__PROBLEM TO SOLVE__
Search the records below for "Karolingerstraße"; copy each line that has it.

(Stored data)

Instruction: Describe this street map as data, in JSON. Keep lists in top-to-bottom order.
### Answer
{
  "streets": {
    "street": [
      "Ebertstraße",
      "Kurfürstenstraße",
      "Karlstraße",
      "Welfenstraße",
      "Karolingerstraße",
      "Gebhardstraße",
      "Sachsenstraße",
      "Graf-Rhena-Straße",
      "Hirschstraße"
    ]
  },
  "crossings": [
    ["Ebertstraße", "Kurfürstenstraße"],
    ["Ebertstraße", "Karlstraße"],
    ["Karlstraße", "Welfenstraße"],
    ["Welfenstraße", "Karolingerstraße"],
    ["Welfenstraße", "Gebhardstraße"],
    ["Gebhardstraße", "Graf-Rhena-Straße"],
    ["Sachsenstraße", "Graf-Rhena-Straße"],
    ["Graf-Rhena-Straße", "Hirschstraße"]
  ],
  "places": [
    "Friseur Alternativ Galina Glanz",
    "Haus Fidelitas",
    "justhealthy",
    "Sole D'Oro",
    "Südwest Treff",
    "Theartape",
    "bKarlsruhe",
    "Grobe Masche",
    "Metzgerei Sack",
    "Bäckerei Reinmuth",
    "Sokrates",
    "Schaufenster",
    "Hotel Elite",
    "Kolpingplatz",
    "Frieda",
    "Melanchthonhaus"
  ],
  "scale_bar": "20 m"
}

__OUTPUT BELOW__
      "Karolingerstraße",
    ["Welfenstraße", "Karolingerstraße"],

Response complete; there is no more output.